Sen. Elizabeth Warren (D-Mass.), who hopped onto an elevator where Murphy was chatting with The Hill, chimed in: “An hourly basis.”
The push for more involvement comes as Democrats are eager to show momentum on passing their two-part spending package, which includes the roughly $1 trillion Senate-passed bill and the $3.5 trillion spending package.
Democratic leadership announced a deal with the White House on a framework for how to pay for the agreement, though no deal on a top-line. The announcement, which aides characterized as coalescing behind a “menu of options” for how to pay for the bill, caught rank-and-file senators off guard.
But some Democratic senators, while acknowledging that they hadn’t seen the framework, argued that a step forward, no matter how small, was better than nothing.
“That’s progress, especially progress in light of the last 48 hours that’s transpired. We’re waiting for any progress,” said Sen. Bob Casey (D-Pa.).
But Democrats are facing painful decisions about the path forward. The simmering tensions between House progressives and a band of moderates could boil over on the floor this week, with leadership plowing forward, for now, with a plan to vote on both the Senate bill and the House’s $3.5 trillion plan.
Both moderates and progressives have tried to tap into Biden’s mantle to make their case for passing their favored piece of Democrats’ two-track strategy.
Manchin, speaking to reporters after his White House visit, said Biden “would love to see that bill to move forward,” speaking about the bipartisan bill. While Congressional Progressive Caucus Chairwoman Pramila Jayapal (D-Wash.) told CNN that progressives were “ready to support and deliver to his desk the entirety of the agenda that he laid out to Congress.”

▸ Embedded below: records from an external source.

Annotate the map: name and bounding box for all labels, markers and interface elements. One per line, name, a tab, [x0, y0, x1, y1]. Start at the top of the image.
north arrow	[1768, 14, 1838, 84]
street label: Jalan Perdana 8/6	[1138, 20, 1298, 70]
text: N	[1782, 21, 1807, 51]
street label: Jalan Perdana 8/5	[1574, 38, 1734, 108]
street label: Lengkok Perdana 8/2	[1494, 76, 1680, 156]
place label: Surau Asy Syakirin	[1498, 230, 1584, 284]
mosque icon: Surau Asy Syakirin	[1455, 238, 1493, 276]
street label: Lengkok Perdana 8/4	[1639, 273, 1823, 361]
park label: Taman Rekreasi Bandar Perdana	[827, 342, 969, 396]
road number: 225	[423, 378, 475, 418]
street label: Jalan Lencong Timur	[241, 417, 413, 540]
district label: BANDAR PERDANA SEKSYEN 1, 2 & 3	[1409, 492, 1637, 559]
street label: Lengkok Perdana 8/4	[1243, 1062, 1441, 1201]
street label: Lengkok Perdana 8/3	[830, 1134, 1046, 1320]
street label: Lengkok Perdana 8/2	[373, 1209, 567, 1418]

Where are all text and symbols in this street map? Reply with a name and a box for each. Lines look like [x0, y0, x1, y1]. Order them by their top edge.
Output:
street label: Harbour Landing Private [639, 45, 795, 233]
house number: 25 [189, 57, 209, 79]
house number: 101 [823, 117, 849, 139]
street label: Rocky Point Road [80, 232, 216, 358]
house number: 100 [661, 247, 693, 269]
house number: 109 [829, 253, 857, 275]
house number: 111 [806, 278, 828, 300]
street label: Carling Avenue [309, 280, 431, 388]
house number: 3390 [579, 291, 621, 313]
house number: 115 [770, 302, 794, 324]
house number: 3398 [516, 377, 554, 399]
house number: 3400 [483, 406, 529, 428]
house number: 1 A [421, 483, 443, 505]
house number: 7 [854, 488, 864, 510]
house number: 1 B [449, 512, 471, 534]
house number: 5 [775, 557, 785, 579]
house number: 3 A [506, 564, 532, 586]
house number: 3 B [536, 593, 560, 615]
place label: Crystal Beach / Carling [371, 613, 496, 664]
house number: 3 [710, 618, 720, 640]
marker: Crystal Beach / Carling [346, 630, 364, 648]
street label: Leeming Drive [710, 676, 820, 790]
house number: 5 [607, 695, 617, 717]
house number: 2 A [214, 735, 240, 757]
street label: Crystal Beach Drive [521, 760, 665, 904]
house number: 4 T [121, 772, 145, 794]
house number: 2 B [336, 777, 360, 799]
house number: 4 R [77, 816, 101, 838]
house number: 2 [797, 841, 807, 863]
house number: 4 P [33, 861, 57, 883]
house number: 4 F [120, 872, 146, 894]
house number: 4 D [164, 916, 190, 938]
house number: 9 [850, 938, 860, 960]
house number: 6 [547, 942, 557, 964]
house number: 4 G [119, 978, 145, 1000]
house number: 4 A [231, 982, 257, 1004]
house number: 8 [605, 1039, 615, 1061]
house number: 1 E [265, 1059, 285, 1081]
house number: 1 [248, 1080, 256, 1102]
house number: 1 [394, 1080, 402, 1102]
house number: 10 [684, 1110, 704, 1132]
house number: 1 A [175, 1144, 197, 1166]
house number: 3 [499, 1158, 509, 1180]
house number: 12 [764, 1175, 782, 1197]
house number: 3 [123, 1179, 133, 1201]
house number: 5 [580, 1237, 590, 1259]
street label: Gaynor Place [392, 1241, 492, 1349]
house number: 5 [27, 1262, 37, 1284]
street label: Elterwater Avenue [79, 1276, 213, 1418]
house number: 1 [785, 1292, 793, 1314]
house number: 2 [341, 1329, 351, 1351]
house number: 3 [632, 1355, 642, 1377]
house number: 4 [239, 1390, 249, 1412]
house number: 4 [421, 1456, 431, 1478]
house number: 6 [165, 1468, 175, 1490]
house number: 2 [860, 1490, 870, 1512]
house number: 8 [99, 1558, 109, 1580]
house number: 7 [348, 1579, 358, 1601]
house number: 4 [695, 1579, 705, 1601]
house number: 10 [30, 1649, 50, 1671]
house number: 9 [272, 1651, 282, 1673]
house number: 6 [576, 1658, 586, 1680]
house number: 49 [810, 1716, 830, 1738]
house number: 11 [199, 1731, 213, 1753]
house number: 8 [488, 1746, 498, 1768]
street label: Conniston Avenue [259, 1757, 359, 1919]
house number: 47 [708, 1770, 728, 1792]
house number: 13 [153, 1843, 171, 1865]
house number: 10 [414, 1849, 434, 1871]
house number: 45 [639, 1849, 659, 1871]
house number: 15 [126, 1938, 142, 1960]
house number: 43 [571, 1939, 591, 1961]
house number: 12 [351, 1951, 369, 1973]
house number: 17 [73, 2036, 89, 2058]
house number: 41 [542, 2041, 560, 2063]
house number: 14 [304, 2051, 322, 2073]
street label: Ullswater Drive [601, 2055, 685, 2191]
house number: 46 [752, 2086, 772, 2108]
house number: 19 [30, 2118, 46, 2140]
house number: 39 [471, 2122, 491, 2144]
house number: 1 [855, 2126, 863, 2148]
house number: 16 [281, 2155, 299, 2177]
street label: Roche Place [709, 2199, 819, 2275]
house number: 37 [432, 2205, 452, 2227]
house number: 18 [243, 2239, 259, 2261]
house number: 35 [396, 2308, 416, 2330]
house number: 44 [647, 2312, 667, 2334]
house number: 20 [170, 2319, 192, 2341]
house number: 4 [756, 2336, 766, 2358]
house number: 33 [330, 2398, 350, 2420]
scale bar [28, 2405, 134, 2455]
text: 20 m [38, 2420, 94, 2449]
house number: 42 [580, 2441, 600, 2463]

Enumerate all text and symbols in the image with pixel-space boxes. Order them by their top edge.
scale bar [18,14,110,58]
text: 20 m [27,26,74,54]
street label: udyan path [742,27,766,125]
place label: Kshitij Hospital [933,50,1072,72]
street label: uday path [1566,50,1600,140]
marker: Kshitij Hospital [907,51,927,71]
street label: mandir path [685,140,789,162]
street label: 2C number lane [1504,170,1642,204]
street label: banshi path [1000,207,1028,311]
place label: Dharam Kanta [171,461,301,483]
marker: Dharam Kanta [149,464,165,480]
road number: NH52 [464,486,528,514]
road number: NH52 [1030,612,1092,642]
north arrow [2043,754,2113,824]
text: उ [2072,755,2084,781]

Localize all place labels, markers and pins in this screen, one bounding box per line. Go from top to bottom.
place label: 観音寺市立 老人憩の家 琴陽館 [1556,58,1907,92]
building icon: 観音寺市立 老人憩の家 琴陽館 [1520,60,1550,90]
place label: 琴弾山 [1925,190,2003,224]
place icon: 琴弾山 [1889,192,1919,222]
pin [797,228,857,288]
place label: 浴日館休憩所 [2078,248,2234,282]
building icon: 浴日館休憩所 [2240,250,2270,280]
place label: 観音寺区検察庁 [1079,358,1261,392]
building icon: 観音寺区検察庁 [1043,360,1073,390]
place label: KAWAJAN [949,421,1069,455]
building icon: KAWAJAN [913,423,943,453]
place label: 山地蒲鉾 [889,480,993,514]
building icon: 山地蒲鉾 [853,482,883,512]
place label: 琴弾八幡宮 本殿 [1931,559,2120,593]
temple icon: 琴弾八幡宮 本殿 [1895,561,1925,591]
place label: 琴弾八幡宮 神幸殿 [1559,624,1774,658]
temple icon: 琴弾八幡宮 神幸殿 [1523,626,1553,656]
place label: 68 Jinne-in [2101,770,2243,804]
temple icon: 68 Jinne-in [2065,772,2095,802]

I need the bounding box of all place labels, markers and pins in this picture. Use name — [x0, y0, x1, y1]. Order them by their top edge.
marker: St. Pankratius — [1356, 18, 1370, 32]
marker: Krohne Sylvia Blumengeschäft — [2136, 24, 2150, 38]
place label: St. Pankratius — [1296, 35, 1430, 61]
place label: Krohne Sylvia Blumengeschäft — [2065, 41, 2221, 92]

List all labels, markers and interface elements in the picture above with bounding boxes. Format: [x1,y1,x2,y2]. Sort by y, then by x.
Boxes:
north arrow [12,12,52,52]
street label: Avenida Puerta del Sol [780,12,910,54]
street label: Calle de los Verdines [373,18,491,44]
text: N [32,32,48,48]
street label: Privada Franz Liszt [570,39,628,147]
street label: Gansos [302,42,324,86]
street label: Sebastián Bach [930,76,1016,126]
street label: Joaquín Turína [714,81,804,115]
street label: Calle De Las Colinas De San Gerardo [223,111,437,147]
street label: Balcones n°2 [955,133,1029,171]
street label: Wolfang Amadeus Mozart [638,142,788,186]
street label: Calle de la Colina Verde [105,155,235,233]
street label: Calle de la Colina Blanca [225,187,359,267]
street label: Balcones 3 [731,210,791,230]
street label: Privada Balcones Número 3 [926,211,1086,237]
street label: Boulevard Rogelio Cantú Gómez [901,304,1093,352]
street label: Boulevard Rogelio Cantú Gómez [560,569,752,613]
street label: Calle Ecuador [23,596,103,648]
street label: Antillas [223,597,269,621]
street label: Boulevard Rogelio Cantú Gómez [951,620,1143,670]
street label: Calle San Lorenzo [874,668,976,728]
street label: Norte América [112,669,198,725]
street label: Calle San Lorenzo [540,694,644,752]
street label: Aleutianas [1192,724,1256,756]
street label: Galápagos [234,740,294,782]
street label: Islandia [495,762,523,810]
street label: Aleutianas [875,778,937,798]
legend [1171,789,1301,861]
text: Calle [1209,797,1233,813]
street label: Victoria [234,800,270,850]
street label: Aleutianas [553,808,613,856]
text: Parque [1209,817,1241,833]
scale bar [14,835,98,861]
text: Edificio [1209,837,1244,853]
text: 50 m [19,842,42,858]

Even as progressives, including Jayapal and Senate Budget Committee Chairman Bernie Sanders (I-Vt.), are pledging to fight for the $3.5 trillion top-line figure, others are acknowledging that it’s likely to slip. Though both House and Senate Democrats passed a budget resolution earlier this year that allows for Democrats to bypass Republicans on a bill of up to $3.5 trillion that figure was a spending ceiling, not a floor.
“I think the writing’s on the wall that we don’t have 50 for $3.5 [trillion]. It’s going to be a painful discussion but one I think we can have and bring to completion,” Murphy said. “We’ve become victims to some pretty high expectations.”
But part of the headache for Democrats is that with total unity required in the Senate, they need to figure out what moderates — in particular Manchin — will settle for. Manchin is in charge of writing the Senate’s clean energy provisions, but Democrats also acknowledge they are still trying to figure out where he’ll come down on the top-line and individual provisions.
“Well he’s the president I think he probably could think of a few more things, but also on the other hand I think it’s really incumbent on Joe and Kyrsten at this point to tell us what they support or don’t support so that we can get on this,” said Sen. Mazie Hirono (D-Hawaii), asked about Biden’s engagement.
“I think this is a situation where maybe somebody extremely close to him … clearly leadership, that would be the president and the leadership, they’re going to have to do whatever they can to really identify what it is that particularly I suppose Joe finds objectionable,” Hirono said.